The Dockerfile contains the definitions of the different target build stages and order of execution from one stage to the next. The Makefile wraps the Dockerfile build targets into a standard set of workflow activities, following a similar to $ config && make && make install

The DataOps Container Lifecycle Workflow

A typical dataops/gitops style workflow for maintaining container images includes actions in the local environment to define the required packages and produce the pinned dependency poetry.lock file or requirements.txt packages list containing the full set of pinned dependent packages.

Given and existing project in a remote git repository with a CI/CD pipeline defined, the following workflow would be used to update package versions and dependencies:

Workflow
PlantUML

@startuml Multi-stage build workflow
|Local Maintainer|
start
:Clone git repository and
create a feature branch;
:Update declared
dependencies;
:Run build with
refresh option;
:Update new pinned
packages file in the
git repository;
:Commit changes and push
to remote repository;
|Remote Git Service|
:Validate feature branch
changes;
:Merge changes into
main branch;
:build target image and
push to package registry;
|Package Registry|
:publish new image;
stop
@enduml

The image maintainer selects the packages to update or refresh using a local development environment, working from a feature branch. This includes performing an image smoke-test to validate the changes within the container image.

Once refreshed image has been validated, the lock file or full pinned package list is commited back to the repository and pushed to the remote repository. The CI/CD pipeline performs a trial build and conducts smoke testing.
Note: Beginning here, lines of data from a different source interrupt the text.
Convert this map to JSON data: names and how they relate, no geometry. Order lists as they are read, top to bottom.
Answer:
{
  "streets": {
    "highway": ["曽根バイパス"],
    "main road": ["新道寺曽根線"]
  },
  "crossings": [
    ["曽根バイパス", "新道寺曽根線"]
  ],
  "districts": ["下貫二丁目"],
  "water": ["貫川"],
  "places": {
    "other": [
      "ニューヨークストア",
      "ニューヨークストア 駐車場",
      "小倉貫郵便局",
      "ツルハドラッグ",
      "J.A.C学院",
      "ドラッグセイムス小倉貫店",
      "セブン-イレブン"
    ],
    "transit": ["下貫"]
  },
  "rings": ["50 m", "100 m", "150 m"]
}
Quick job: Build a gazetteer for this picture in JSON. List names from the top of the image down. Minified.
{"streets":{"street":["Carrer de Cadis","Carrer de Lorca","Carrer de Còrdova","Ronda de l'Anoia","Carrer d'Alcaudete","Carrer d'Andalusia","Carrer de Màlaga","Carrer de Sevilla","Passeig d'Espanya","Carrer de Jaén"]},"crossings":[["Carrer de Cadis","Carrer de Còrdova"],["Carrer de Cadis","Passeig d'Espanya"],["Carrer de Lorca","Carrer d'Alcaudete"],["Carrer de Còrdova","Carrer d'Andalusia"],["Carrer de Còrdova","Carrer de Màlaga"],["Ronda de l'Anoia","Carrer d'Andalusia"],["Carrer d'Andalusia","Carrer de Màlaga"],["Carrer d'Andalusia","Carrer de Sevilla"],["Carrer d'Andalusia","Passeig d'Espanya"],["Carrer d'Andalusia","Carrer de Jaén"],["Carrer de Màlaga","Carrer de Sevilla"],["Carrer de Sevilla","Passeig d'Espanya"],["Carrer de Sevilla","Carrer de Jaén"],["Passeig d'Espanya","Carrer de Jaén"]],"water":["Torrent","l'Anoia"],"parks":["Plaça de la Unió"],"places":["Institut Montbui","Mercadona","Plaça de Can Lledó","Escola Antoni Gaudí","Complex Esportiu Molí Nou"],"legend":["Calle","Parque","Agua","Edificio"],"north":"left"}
On merge into the main branch, the target image is built, re-validated, and pushed to the container image registry.

The multi-stage build pattern can support both defining both the declared packages for an environment as well as the dependent packages, but poetry splits the two into distinct files, a pyproject.toml file containing the declated packages and a poetry.lock file that contains the full set of declared and dependent packages, including pinned versions. pip supports loading packages from different files, but requires a convention for which requirements file contains the declared packages and while contains the full set of pinned package versions produced by pip freeze. The example code repo contains examples using both pip and poetry.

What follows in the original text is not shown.